La legge di chi vive “fuori” è una non-legge: essa non deve dettare regole, non deve porre limiti; deve, anzi, rimuovere ogni limite.
Ebbene, iniziare ad avvertire la precarietà di una vita ad una sola dimensione, significa tornare ad avere fame e sete di ciò che soddisfa davvero. Di ciò che è “dentro” di noi.
E’ questa fame che conduce alla riscoperta del cuore.
E una volta rientrati in sé stessi, una volta che si ritorna ad abitare il cuore, diventa inevitabile confrontarsi con ciò che è in esso. Con quello che è scritto in esso.
Sia ben chiaro.
Non è mia intenzione esortare a riscoprire leggi e codici, ma a rendersi conto che c’è una legge a cui nessuno di noi può sottrarsi; una legge che è fatta di un solo precetto: «diventa ciò che sei».

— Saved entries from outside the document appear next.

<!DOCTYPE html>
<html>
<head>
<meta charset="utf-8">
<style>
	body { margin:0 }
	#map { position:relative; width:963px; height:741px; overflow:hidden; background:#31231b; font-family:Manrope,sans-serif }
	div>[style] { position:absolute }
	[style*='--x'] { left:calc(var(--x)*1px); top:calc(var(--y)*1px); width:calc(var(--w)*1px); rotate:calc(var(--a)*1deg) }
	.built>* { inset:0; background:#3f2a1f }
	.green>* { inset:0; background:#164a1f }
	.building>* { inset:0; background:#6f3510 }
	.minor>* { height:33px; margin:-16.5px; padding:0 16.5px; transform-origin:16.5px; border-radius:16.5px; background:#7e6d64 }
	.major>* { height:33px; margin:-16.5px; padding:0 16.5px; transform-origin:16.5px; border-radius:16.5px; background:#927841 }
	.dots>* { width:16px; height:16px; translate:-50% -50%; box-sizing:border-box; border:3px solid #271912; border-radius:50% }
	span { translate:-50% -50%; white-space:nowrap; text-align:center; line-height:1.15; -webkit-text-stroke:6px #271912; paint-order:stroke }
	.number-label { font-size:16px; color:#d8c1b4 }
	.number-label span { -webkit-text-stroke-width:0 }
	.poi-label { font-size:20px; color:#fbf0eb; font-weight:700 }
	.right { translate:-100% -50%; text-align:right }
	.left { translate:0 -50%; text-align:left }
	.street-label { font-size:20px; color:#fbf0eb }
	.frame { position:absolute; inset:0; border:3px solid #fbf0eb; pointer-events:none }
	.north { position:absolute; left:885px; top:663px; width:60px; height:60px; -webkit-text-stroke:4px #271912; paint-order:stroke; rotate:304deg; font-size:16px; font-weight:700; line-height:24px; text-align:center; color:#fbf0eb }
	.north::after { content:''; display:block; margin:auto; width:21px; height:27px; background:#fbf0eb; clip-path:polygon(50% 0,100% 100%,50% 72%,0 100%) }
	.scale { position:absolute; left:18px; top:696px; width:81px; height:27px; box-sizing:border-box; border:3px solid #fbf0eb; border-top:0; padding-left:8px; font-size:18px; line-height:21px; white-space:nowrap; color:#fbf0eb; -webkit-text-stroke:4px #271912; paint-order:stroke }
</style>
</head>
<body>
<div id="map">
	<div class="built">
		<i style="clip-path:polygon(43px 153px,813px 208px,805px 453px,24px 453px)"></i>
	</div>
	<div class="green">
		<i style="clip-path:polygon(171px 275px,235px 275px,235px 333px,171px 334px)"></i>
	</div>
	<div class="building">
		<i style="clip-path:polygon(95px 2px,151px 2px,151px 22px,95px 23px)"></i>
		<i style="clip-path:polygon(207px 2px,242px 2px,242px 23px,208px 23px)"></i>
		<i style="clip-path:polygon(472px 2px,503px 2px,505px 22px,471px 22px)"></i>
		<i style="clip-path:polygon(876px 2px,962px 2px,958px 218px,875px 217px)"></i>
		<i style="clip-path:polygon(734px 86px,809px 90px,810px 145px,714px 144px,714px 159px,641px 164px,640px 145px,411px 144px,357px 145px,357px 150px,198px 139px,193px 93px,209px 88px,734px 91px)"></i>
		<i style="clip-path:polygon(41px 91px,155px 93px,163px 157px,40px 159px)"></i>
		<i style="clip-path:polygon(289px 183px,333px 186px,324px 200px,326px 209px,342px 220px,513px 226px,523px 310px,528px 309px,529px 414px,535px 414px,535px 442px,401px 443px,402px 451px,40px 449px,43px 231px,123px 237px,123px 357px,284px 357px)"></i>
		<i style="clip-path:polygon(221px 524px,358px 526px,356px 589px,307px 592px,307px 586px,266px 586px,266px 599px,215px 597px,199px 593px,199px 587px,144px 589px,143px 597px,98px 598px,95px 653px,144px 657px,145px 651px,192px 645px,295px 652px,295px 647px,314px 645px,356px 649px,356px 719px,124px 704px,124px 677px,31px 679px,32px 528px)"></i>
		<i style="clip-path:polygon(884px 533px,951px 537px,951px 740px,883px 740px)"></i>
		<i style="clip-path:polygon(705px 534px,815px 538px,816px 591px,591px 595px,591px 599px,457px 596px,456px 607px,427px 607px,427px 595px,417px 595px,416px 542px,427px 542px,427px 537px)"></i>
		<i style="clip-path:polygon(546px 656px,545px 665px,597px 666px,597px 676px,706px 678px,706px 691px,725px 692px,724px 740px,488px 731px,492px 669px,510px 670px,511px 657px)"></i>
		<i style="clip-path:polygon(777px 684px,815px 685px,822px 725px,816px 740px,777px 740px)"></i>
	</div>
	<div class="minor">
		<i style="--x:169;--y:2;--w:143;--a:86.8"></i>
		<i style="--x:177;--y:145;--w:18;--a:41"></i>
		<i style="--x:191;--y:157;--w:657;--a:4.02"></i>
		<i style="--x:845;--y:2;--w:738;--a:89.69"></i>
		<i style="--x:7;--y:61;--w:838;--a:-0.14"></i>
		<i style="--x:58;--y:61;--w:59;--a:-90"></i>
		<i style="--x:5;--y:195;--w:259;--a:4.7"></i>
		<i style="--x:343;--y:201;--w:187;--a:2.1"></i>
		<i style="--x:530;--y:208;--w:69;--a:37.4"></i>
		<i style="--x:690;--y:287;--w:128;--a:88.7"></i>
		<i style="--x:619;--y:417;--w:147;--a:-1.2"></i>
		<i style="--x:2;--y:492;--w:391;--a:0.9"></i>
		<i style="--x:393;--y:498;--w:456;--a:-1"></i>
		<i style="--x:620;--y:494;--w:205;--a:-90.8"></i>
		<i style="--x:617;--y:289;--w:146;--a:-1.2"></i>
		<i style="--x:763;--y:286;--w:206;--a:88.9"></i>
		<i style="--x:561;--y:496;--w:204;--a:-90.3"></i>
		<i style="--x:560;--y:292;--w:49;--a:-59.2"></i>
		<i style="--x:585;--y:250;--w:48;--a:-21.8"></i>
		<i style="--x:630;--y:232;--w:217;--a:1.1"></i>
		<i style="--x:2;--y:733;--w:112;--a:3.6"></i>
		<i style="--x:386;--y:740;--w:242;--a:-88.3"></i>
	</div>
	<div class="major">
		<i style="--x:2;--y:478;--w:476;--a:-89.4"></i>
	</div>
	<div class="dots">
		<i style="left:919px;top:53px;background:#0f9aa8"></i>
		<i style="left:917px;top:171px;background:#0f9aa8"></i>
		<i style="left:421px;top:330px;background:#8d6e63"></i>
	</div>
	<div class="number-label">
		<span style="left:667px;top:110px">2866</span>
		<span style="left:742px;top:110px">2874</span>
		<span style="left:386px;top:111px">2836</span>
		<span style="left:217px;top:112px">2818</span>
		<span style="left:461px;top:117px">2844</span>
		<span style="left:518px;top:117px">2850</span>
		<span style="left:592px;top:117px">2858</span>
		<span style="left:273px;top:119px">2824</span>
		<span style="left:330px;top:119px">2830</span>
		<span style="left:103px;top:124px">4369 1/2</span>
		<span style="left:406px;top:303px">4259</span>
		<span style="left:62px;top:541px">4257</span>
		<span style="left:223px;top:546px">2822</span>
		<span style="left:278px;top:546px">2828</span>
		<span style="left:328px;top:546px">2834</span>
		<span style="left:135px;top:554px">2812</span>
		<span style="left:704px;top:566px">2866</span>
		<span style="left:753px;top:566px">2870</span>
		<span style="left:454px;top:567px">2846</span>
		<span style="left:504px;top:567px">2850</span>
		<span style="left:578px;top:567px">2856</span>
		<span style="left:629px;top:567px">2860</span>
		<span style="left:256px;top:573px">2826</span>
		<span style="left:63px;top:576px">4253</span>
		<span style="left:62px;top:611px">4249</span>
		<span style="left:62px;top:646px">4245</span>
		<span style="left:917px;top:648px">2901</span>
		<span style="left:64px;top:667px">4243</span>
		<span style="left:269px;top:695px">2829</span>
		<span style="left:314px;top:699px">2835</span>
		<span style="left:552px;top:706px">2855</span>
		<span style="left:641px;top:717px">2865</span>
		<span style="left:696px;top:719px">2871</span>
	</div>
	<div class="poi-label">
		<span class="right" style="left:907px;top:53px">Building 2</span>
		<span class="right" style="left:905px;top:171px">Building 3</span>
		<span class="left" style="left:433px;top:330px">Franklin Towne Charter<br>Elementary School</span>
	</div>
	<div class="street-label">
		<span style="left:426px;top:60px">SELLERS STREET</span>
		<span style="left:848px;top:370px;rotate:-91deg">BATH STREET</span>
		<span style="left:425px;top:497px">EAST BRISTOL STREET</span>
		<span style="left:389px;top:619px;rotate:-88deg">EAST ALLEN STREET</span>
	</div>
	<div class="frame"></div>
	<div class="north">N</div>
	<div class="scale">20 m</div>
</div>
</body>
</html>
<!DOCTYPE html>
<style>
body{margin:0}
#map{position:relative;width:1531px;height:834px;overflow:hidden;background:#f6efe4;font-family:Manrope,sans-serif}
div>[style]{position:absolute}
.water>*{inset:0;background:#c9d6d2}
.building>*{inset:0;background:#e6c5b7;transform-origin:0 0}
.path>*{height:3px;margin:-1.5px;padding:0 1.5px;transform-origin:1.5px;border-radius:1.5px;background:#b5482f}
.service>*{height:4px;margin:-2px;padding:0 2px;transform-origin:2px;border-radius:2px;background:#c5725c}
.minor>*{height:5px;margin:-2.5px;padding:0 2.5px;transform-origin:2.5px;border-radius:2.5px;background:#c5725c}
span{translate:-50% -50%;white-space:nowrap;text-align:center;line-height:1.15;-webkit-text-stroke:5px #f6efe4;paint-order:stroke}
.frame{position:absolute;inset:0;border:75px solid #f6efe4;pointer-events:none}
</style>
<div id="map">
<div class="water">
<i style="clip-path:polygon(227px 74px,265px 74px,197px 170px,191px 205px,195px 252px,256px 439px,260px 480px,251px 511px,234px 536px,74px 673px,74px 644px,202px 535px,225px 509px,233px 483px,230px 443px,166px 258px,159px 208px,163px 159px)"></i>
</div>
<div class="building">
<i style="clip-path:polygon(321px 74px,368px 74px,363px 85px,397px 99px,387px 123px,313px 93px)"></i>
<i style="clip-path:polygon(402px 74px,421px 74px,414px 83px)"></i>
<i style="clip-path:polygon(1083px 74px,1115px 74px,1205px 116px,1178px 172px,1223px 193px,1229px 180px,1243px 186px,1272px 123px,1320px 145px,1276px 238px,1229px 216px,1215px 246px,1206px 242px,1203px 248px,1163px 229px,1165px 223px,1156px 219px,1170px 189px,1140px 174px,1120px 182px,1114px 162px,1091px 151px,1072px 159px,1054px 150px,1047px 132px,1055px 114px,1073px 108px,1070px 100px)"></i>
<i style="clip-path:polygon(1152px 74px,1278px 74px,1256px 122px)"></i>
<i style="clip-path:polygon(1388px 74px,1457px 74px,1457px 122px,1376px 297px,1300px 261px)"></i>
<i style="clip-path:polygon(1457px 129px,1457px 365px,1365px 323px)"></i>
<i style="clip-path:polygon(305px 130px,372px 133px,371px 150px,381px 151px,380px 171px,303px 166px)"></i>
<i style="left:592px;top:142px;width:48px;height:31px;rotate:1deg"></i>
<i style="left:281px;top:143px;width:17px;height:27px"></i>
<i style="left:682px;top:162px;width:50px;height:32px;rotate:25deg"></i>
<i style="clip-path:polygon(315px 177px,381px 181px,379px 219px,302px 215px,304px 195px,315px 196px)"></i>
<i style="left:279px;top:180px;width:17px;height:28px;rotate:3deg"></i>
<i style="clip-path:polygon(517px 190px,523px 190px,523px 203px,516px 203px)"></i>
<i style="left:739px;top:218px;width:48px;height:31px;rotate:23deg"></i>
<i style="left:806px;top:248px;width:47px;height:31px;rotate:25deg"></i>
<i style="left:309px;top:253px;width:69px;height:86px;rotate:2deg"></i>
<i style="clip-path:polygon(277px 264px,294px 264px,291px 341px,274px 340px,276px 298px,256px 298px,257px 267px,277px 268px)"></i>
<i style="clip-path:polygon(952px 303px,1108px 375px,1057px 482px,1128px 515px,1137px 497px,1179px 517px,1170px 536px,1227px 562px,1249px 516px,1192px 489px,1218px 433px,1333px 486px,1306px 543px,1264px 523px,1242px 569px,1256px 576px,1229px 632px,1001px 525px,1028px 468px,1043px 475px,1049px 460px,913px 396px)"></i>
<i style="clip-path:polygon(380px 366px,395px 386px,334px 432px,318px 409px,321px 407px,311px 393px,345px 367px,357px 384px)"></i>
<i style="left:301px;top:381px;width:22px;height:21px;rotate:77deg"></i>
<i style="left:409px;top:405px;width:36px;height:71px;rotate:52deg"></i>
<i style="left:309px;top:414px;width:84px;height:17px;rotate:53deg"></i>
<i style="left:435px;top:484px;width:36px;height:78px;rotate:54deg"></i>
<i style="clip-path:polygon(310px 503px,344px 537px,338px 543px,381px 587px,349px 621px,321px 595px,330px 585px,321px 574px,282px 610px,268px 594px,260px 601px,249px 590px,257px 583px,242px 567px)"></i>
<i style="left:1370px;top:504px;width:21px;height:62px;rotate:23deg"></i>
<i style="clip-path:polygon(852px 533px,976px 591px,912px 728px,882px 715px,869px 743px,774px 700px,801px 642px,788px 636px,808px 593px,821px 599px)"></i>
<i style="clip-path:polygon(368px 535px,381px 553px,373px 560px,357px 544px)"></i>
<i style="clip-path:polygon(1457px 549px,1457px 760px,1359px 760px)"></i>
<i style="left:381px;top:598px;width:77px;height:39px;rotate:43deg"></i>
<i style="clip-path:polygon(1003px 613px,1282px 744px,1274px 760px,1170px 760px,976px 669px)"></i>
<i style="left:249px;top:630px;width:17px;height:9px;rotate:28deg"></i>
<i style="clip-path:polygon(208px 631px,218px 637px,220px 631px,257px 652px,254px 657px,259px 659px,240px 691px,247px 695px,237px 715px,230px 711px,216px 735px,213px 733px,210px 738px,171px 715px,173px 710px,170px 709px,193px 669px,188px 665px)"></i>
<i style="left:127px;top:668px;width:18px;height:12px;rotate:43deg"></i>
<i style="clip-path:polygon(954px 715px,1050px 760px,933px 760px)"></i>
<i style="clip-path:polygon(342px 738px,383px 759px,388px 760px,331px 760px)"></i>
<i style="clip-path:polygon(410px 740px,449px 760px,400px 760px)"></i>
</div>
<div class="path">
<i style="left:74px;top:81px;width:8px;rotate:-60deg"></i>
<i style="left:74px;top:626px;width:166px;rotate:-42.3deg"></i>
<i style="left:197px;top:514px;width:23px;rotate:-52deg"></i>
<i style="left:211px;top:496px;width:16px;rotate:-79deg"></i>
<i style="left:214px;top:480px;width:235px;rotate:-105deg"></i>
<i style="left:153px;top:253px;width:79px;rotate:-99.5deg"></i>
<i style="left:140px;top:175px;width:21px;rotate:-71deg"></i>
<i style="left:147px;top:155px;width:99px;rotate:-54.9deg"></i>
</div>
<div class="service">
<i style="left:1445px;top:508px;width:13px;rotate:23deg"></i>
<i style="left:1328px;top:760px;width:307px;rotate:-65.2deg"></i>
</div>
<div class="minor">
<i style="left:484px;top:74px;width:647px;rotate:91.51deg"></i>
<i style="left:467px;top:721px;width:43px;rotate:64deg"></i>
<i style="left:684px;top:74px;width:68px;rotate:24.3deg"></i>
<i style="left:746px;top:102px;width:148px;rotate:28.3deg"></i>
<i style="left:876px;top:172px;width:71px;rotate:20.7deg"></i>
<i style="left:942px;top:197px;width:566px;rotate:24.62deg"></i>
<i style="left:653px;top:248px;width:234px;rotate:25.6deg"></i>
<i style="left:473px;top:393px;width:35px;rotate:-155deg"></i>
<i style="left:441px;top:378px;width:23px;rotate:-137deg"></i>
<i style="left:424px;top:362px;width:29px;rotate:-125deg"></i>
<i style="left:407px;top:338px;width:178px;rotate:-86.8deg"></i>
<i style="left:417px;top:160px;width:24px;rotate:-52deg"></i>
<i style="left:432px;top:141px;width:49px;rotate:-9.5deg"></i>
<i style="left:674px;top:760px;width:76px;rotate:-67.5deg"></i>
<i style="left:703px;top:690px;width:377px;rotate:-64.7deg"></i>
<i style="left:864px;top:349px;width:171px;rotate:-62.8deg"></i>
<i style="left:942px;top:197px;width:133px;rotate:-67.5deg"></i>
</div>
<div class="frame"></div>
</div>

Questo è il secondo sforzo da compiere: imparare a leggere questa legge che è scritta nel nostro cuore; imparare a viverla, ad incarnarla.
La legge del cuore, infatti, è fonte viva; fonte, perché attinge ad una sorgente ci lega all’eterno; viva, perché riluce delle tante sfumature della quotidianità.
Essa richiede fortezza, ma anche prudenza. Fortezza, perché esige perseveranza e dominio di sé; prudenza, perché non va ridotta ad un insipido elenco di prescrizioni, illusorio alimento di un sentimento di perfezione, fetida acqua stagnante.
E tuttavia, vi è un passo ancora da compiere, uno sforzo ulteriore da affrontare in questo viaggio alla riscoperta della legge del cuore.
Se c’è, infatti, una legge scritta nel nostro cuore, è inevitabile porsi la domanda di chi l’ha scritta e del perché l’ha scritta.
Già la sapienza dei filosofi greci e romani aveva intuito che quella legge altro non era che il sigillo impresso in noi da una mano superiore.
La buona novella cristiana ci rivela qualcosa in più, di radicalmente decisivo: ci dice che quella legge è scritta nel nostro cuore per volere di Chi ci ama e vuole il nostro bene. Non solo; ci dice pure che, se lo chiediamo, ci è dato anche il supporto necessario per osservarla. Perché la mano di Chi ha scritto in noi quella legge, non smette mai di sorreggerci.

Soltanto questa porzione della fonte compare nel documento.